KALIMANTAN UTARA — Samsung akhirnya buka-bukaan soal tantangan terbesar perangkat foldable: ketahanan layar dan bekas lipatan yang masih tampak setelah pemakaian panjang. Lewat teknologi Flex Titanium, pabrikan asal Korea Selatan ini menjanjikan solusi material yang lebih ekstrem.
Dua Komponen Titanium yang Bekerja Sama
Berbeda dari pendekatan sebelumnya, Flex Titanium menggunakan dua elemen utama berbasis titanium secara simultan. Pertama, titanium-alloy film yang ditempatkan di bawah panel OLED sebagai penguat internal. Lapisan ini diklaim punya kekakuan mekanis 20 kali lipat dari film polimer biasa, dengan ketebalan hanya sekitar sepertiga diameter rambut manusia.
Kedua, titanium plate berfungsi sebagai penopang modul layar. Melalui teknologi pemrosesan lubang presisi, plat ini tetap fleksibel saat perangkat dilipat berulang kali, namun meningkatkan stabilitas ketika layar dibuka penuh.
Kombinasi keduanya menjadi salah satu langkah signifikan Samsung dalam mengurangi visual bekas lipatan yang selama ini jadi keluhan utama pengguna foldable.

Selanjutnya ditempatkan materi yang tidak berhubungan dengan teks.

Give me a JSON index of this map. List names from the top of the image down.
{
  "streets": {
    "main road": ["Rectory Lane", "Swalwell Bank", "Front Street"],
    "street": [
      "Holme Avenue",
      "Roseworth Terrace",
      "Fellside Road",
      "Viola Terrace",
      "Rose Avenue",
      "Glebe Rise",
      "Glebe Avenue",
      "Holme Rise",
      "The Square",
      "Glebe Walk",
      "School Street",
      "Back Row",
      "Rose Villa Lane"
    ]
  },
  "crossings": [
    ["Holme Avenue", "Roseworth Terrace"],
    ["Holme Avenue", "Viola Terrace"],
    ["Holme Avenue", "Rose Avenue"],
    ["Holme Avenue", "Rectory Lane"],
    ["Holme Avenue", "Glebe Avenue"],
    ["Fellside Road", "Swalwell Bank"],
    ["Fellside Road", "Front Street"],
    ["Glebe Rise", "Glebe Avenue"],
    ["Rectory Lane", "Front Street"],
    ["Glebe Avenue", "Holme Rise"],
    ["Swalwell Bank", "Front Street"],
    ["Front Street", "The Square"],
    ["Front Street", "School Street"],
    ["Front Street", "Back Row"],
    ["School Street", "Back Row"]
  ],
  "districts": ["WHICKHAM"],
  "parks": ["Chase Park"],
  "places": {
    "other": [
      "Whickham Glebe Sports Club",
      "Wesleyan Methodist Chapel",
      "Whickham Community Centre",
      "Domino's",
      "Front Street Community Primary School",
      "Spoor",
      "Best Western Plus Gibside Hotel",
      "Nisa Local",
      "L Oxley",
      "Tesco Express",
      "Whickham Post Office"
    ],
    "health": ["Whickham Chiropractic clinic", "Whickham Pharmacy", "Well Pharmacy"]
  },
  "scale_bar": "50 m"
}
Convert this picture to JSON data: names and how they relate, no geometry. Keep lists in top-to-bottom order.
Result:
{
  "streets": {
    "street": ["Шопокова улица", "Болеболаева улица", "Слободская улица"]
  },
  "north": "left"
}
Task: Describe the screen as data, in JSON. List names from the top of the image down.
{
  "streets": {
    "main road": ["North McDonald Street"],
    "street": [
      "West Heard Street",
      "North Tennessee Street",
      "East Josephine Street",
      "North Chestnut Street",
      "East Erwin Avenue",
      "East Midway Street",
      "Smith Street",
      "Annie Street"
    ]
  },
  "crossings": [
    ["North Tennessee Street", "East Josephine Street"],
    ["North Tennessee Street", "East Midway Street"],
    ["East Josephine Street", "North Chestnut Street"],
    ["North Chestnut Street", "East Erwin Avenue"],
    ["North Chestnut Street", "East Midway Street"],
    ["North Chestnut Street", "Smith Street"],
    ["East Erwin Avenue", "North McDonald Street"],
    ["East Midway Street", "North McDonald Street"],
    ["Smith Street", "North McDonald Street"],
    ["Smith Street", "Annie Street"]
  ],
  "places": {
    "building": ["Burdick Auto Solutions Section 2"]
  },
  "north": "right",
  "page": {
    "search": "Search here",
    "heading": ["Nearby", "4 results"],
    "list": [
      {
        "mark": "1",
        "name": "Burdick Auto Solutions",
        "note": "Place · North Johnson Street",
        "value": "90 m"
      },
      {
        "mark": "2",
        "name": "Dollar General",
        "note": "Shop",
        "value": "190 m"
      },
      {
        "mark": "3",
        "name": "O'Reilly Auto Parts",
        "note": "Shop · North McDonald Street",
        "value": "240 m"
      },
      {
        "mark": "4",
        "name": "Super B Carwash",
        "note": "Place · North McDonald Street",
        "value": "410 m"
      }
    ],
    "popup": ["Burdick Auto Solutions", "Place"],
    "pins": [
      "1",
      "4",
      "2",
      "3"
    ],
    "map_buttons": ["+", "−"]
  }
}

Hasil Penyempurnaan Tujuh Generasi Galaxy Fold
Menurut Sunghoon Moon, EVP dan Senior Executive Mobile R&D Office – H/W Samsung Electronics, Flex Titanium lahir dari pengembangan selama tujuh generasi perangkat Galaxy Fold. "Keunggulan Samsung dalam kategori foldable terletak pada kemampuan kami untuk memahami kebutuhan pengguna dan menerjemahkannya menjadi inovasi teknologi yang memberikan manfaat nyata dalam kehidupan sehari-hari," ujarnya.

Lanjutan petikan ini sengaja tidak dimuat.